Batch and Queue Pattern

24 Oct 2019 |

Batch process is a discrete process – means it is can be chunked to finite pieces – that have three states, pre-condition, operation, and post-condition. Queue is a simple process where any input won’t be processed until current process is done. While there is a few queue that doesn’t have same process, this is what people think when they heard queue word. Most common type of batch and queue is in cashier in a shop. Cashier only process what in front of his/her counter and won’t process the next one until done.

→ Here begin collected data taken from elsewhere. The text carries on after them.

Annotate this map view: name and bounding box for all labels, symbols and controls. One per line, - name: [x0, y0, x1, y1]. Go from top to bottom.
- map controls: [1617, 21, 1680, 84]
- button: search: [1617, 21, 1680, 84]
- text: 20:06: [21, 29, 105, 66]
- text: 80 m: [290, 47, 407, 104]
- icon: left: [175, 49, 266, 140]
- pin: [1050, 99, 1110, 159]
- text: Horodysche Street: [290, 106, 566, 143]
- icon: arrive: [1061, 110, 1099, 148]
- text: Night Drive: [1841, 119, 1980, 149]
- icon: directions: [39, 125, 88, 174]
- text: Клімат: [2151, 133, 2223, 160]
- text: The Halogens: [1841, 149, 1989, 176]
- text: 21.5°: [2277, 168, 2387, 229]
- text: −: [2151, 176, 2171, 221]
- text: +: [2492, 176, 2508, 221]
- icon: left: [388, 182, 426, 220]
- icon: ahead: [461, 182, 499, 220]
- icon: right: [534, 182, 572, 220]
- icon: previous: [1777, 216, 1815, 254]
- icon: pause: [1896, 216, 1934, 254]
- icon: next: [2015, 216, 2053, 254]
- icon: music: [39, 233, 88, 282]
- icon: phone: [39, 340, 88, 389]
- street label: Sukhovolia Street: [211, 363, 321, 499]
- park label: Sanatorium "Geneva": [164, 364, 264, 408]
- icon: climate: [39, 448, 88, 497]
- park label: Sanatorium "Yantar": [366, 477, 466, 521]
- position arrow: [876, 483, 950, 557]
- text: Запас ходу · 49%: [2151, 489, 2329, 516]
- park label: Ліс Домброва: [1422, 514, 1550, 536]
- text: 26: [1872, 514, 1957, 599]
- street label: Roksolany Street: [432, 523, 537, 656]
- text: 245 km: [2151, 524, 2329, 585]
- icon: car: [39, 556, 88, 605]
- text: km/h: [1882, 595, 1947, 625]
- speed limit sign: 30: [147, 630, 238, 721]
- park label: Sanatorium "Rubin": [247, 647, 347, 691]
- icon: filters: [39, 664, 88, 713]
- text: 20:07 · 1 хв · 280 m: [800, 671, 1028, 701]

To create a batch process, we need to chunk our feed – or in programming we call it input – to a acceptable size where acceptable size determined by operations. Let’s say we want to upload very large data. If we upload the whole data, we may encounter upload failure because many cases such as connection failure and server error. So to make it more manageable, we chunked it to several pieces and upload it one by one. If there is an upload failure, we don’t need to re-upload the whole data; we just need to upload the failure chunk.

Now, we try to create a program that does a thing. Input for this program in finite piece of chunks. If program counter an error while doing operation in a certain chunk, the program will try again to opearate this chunk again. This process is repeated until all chunks has been operated. We also need to create limit of try-again operation so it won’t run forever.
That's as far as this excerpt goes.